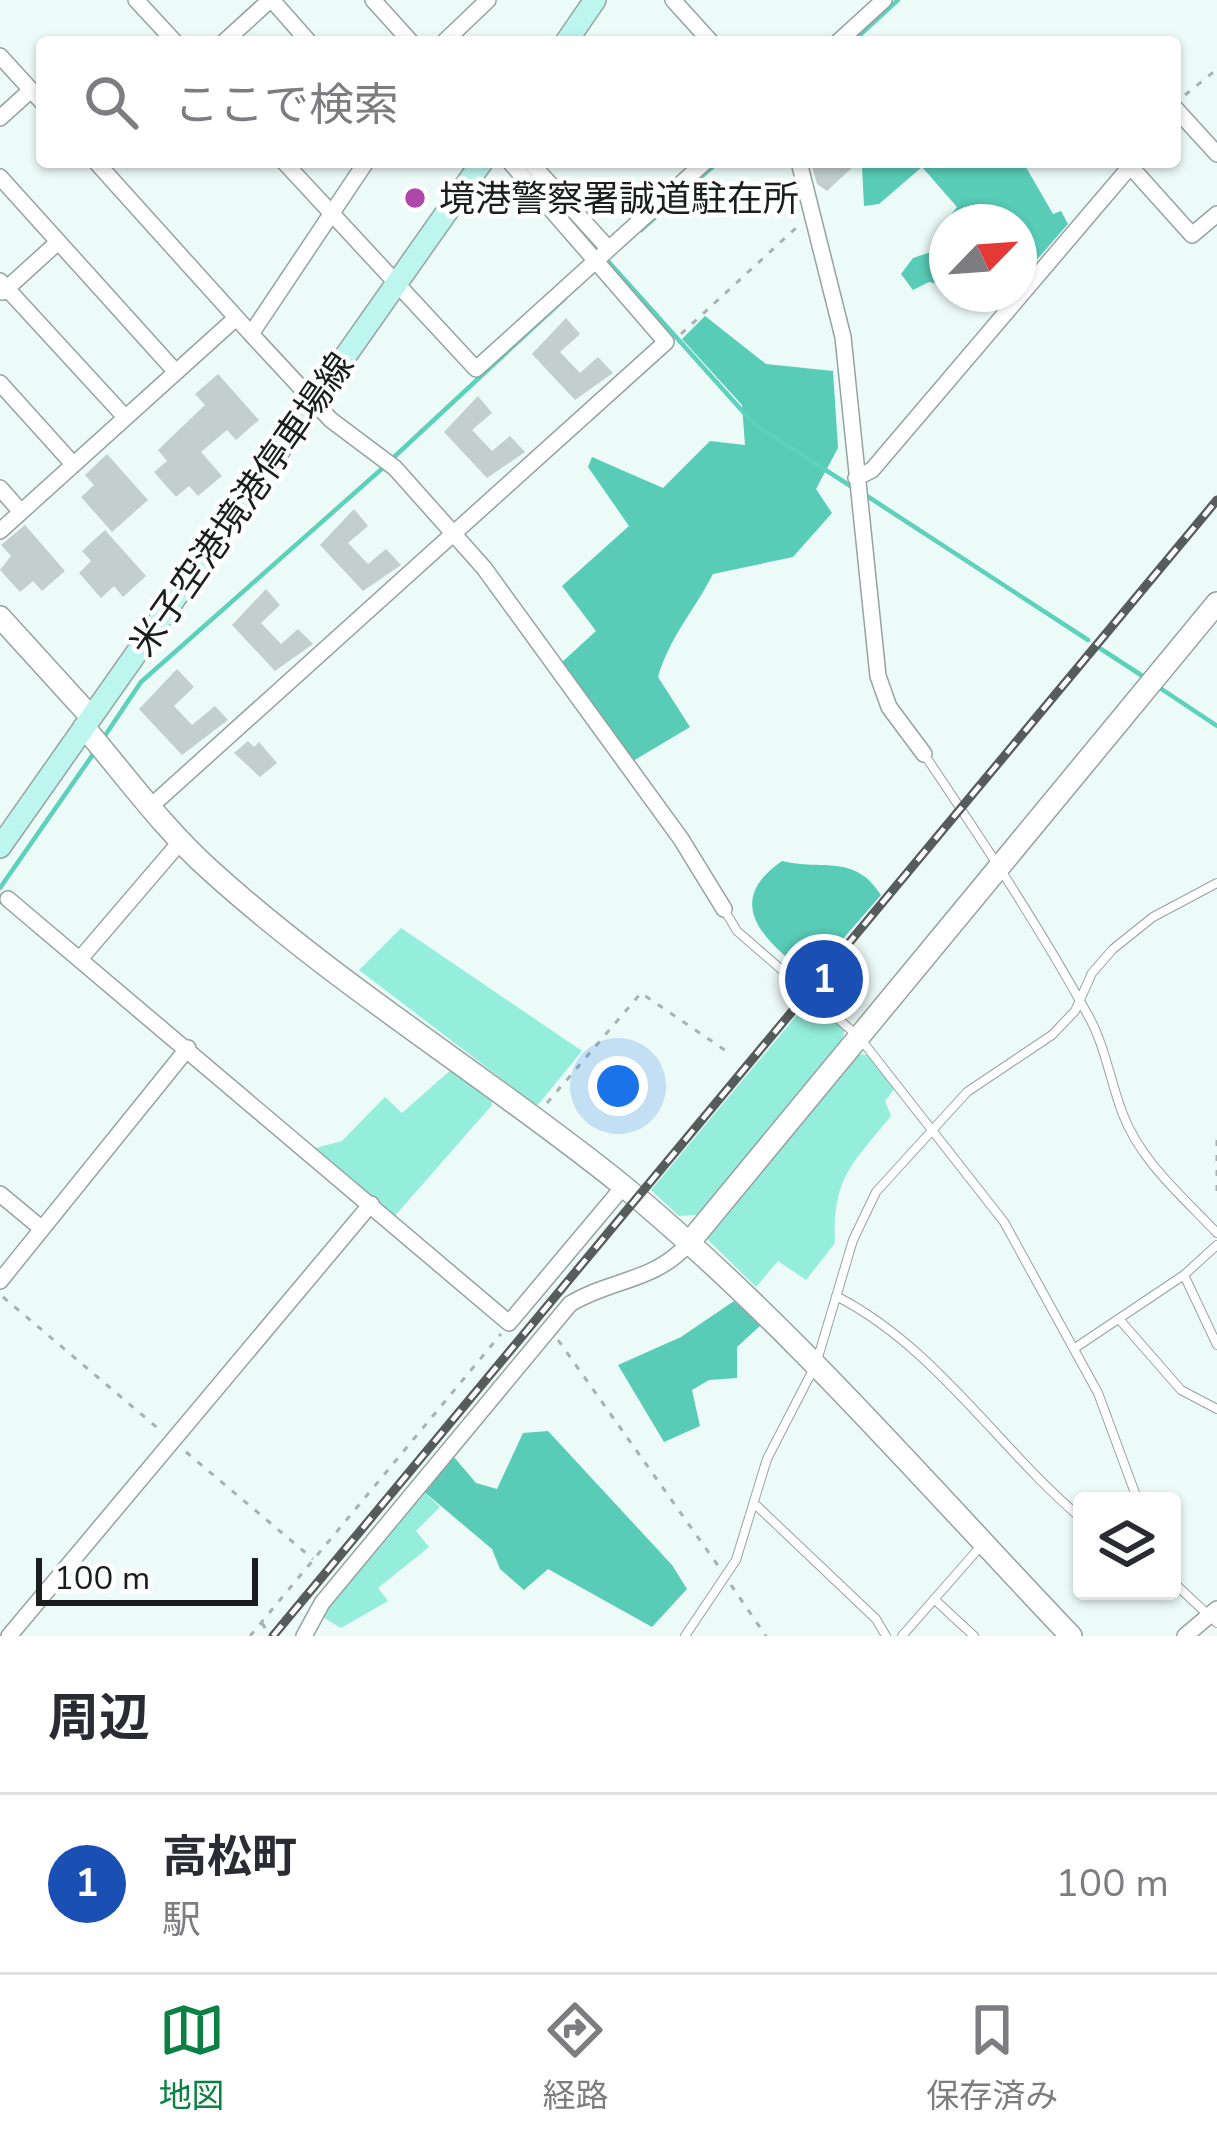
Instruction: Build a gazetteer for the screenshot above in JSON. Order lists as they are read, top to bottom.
{
  "streets": {
    "main road": ["米子空港境港停車場線"]
  },
  "places": ["境港警察署誠道駐在所"],
  "scale_bar": "100 m",
  "north": "top right",
  "page": {
    "search": "ここで検索",
    "pins": "1",
    "scale": "100 m",
    "heading": "周辺",
    "list": [
      {
        "mark": "1",
        "name": "高松町",
        "note": "駅",
        "value": "100 m"
      }
    ],
    "nav": ["地図", "経路", "保存済み"]
  }
}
-.-.-
The task => Where pictures appear in the records, leave them out; output everything else exactly.

Written response =>
Instruction: Build a gazetteer for the screenshot above in JSON. Order lists as they are read, top to bottom.
{
  "streets": {
    "main road": ["米子空港境港停車場線"]
  },
  "places": ["境港警察署誠道駐在所"],
  "scale_bar": "100 m",
  "north": "top right",
  "page": {
    "search": "ここで検索",
    "pins": "1",
    "scale": "100 m",
    "heading": "周辺",
    "list": [
      {
        "mark": "1",
        "name": "高松町",
        "note": "駅",
        "value": "100 m"
      }
    ],
    "nav": ["地図", "経路", "保存済み"]
  }
}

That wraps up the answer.